Figure 2.

Induction of autophagy in U87MG cells treated with TMZ followed by CRAd-S-pk7 infection. Effect of combined treatment of U87MG cells was detected by (A) light microscopy, (B) western blot, (C) membrane potential, (D) flow cytometry and (E) LDH toxicity. (A) Decrease in cell density and morphological changes associated with treatment with TMZ followed by CRAd-S-pk7. (B) Modulation of pro-apoptotic, anti-apoptotic and autophagic proteins in response to treatment with TMZ (100 μM), CRAd-S-pk7 (100 vp per cell) or combination (TMZ and CRAd-S-pk7) as determined by Western blot analysis. Pretreatment of U87MG cells with TMZ followed by CRAd-S-pk7 infection showed over-expression of p53, Bax and APG5 proteins and downregulation of Puma, Noxa, BNIP3 and BCL-2 proteins.
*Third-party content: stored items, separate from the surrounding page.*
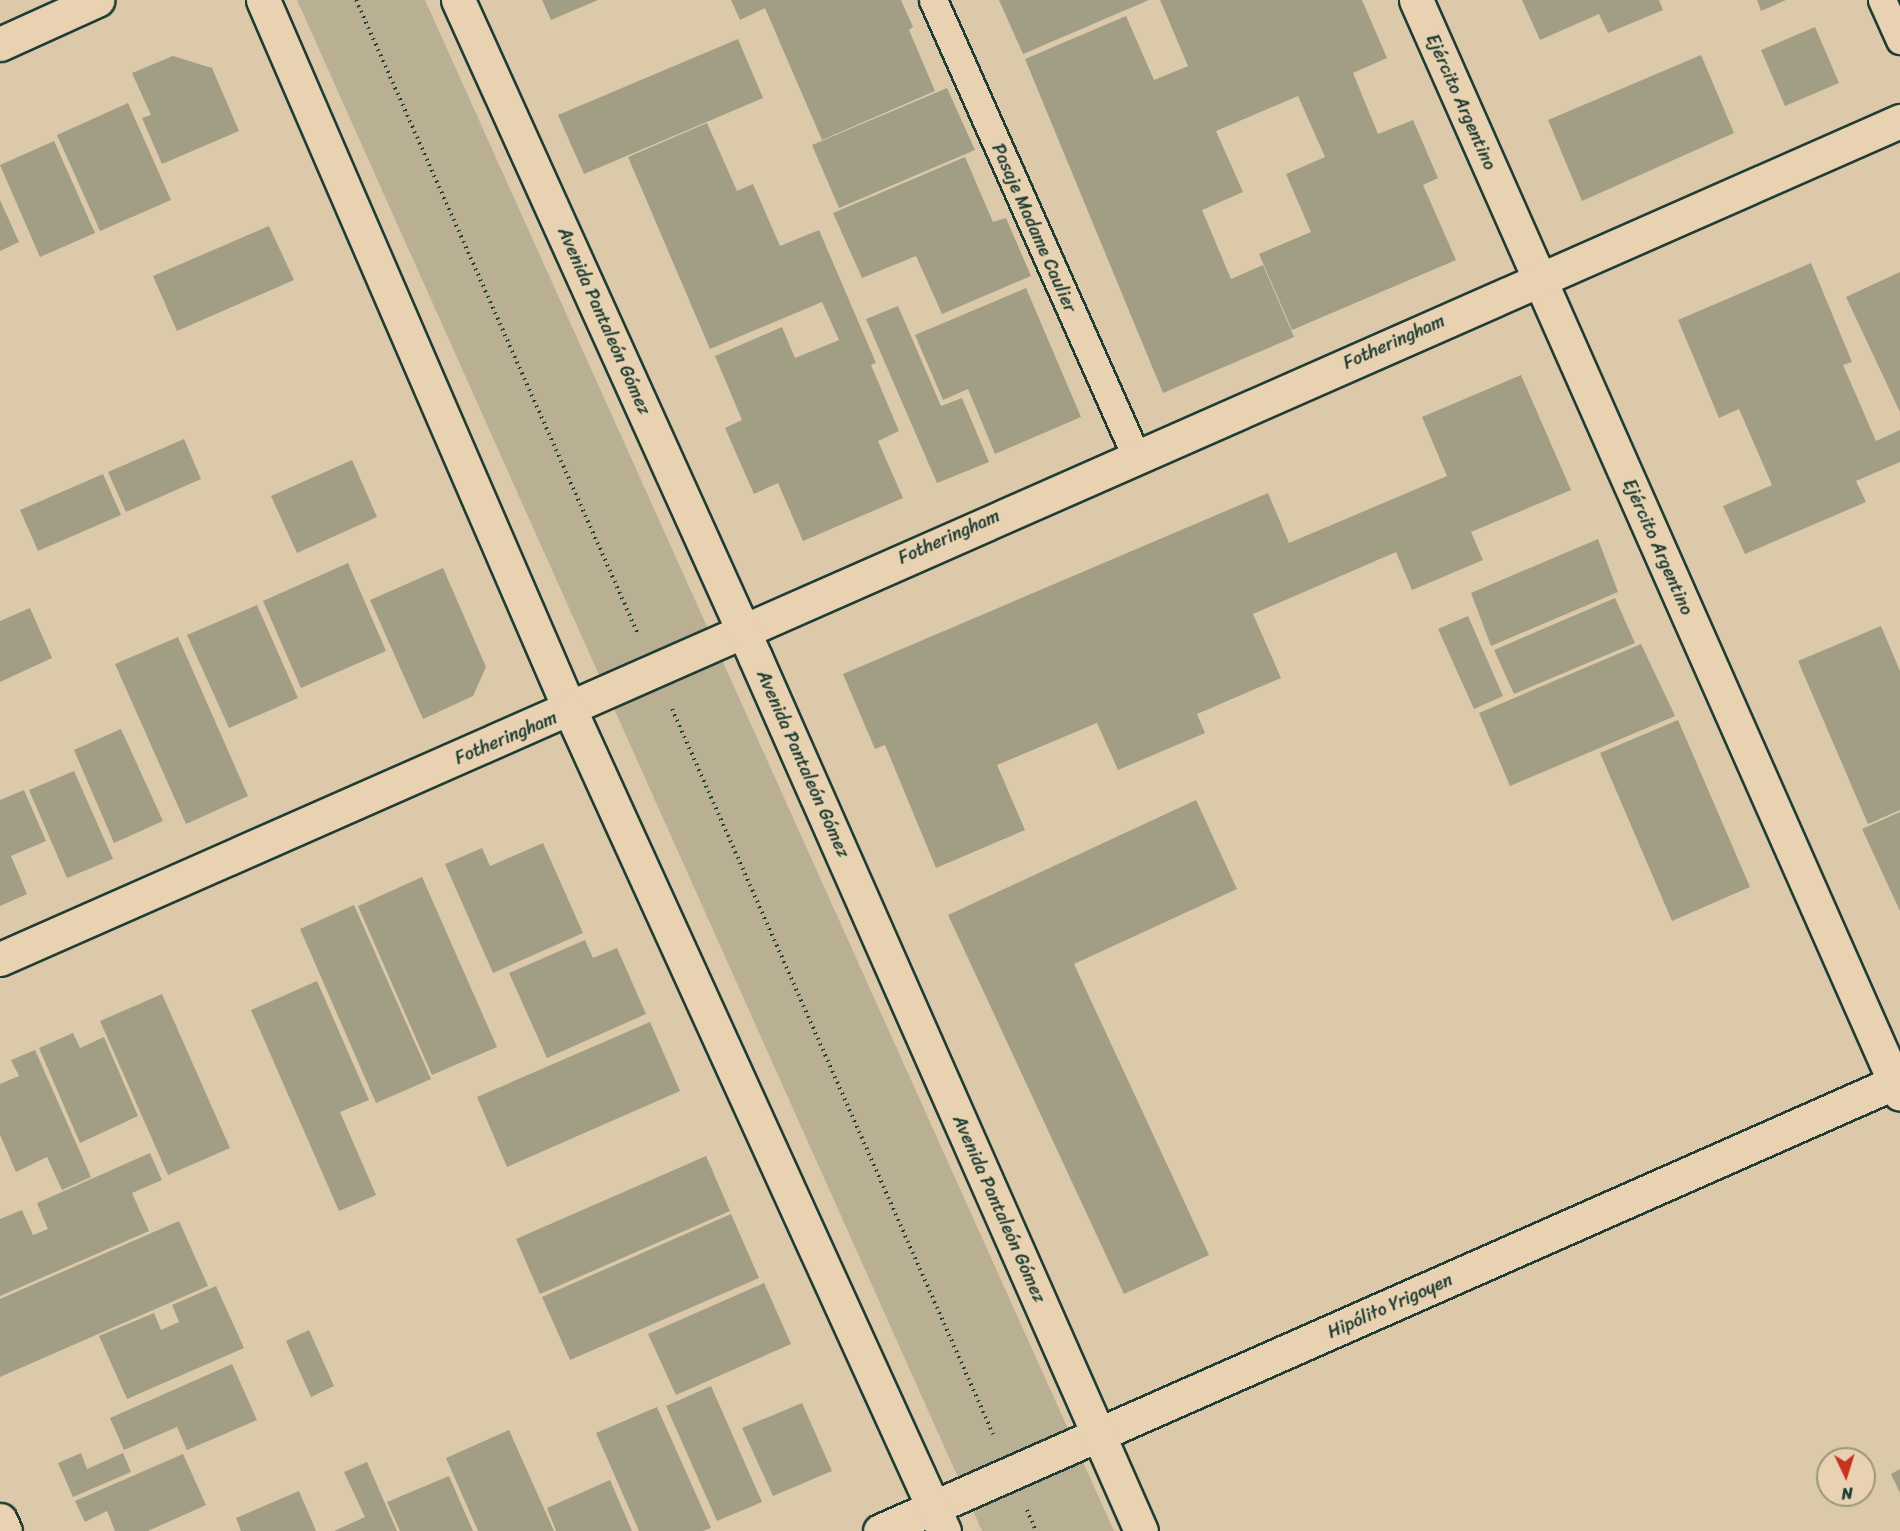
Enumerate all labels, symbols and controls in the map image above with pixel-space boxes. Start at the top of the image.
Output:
street label: Ejército Argentino [1421,31,1501,173]
street label: Pasaje Madame Caulier [987,140,1081,316]
street label: Avenida Pantaleón Gómez [553,224,655,418]
street label: Fotheringham [1340,310,1448,374]
street label: Ejército Argentino [1618,476,1698,618]
street label: Fotheringham [895,505,1003,569]
street label: Avenida Pantaleón Gómez [752,667,854,861]
street label: Fotheringham [452,707,560,769]
street label: Avenida Pantaleón Gómez [948,1112,1050,1306]
street label: Hipólito Yrigoyen [1324,1269,1456,1343]
north arrow [1816,1447,1876,1507]
text: N [1841,1479,1854,1508]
There was no evidence of cleaved Caspase-3. (C) To show that mitochondrial pathway is not activated, we measured mitochondrial potential changes. TMZ, CRAd-S-pk7 and combination group did not induce significant changes in Δψ. (D) Autophagy was determined by staining with acridine orange (AO) and α-LC3B antibody followed by flow cytometry analysis. Experiment was performed in triplicates and the mean of two independent experiments is shown here. (E) Effect of Bafilomycin A1 (BAF-A1) and 3-MA treatments on co-treatment induced toxicity. Cells were pretreated with 3-MA, BAF-A1 or vehicle control for 12 h before exposure to TMZ, CRAd-S-pk7 or TMZ followed by CRAd-S-pk7. Figure summarises data from two independent experiments each having six replicates per condition. (^*), (^**) and (^***) P<0.05. (^*), (^**) and (^***) P-value determined by comparing mock vs TMZ alone, CRAd-S-pk7 alone or combination TMZ then CRAd-S-pk7, respectively.